WORK ORDER - Scan the entries for the word "Tara" and return every line that has it.

--- START ---

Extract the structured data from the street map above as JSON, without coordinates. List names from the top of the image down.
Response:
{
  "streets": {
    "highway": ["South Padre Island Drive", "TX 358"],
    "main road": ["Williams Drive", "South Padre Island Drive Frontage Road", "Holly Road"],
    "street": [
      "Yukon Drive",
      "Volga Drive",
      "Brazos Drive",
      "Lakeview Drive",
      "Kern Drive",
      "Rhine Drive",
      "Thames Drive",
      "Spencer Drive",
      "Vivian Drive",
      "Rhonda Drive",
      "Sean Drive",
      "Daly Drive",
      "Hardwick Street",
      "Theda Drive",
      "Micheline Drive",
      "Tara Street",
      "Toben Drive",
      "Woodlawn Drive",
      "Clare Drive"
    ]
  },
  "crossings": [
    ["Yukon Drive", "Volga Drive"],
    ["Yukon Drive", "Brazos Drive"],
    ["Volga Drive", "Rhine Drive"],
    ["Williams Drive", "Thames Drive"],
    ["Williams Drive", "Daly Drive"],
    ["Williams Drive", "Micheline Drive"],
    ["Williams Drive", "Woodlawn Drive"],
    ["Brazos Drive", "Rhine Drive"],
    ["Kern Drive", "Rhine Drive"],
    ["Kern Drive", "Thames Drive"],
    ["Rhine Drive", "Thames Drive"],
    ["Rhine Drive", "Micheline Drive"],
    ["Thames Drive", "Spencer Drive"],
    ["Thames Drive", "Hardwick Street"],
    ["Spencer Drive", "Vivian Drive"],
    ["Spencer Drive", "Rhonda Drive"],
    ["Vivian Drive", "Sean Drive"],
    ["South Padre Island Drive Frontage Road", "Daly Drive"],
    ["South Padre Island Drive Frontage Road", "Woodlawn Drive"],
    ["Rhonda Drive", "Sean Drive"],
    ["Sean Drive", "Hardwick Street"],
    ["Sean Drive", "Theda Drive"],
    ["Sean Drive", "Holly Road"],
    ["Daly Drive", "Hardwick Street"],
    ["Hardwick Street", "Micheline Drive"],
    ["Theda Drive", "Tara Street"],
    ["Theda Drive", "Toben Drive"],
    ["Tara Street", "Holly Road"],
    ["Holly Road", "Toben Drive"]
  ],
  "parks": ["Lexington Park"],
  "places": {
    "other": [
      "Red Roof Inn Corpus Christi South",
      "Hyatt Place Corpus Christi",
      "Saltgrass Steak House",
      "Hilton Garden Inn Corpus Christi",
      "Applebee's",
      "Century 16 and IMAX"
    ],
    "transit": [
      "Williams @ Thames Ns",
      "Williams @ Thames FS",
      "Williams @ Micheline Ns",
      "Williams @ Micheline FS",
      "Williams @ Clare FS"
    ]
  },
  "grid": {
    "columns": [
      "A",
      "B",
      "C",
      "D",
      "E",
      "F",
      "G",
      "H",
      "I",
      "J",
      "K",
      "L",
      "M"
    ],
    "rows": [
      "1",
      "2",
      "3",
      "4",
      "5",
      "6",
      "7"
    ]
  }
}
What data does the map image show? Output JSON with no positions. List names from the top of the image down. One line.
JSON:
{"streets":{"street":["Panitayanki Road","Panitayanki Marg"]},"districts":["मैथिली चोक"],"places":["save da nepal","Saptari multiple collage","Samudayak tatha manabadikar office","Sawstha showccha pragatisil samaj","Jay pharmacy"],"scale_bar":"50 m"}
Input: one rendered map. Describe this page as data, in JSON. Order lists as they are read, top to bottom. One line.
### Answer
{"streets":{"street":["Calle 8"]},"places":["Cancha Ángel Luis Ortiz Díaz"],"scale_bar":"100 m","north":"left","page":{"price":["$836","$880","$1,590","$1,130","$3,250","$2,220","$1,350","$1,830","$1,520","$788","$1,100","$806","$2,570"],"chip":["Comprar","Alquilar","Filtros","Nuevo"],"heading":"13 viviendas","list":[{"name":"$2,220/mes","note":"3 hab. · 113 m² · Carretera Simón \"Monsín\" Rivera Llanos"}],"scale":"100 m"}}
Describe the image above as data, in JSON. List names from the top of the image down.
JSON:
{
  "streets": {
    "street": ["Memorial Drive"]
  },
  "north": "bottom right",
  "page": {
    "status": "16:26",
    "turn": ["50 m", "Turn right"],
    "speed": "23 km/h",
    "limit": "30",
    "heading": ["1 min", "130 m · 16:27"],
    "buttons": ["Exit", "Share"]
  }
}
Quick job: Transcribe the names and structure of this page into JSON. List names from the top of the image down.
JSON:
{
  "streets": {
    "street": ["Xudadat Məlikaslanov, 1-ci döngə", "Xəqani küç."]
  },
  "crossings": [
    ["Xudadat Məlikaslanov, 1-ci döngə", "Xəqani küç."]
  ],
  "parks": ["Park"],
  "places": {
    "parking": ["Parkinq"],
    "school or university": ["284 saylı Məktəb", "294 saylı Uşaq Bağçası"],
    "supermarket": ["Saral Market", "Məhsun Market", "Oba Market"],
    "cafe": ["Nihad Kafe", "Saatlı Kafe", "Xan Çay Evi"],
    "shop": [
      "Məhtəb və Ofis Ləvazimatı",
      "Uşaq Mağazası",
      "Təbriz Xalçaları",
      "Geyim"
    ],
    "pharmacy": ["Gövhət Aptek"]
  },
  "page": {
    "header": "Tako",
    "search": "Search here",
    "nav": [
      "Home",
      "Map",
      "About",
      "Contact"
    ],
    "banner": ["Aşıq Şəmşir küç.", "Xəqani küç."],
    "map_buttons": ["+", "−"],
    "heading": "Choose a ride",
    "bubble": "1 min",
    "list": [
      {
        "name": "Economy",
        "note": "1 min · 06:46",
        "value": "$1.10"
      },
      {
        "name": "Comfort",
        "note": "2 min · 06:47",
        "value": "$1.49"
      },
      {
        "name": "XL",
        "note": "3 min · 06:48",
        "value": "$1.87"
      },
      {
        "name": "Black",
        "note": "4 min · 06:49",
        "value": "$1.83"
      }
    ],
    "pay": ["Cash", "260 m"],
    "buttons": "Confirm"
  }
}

--- END ---

RESPONSE BOX -
      "Tara Street",
    ["Theda Drive", "Tara Street"],
    ["Tara Street", "Holly Road"],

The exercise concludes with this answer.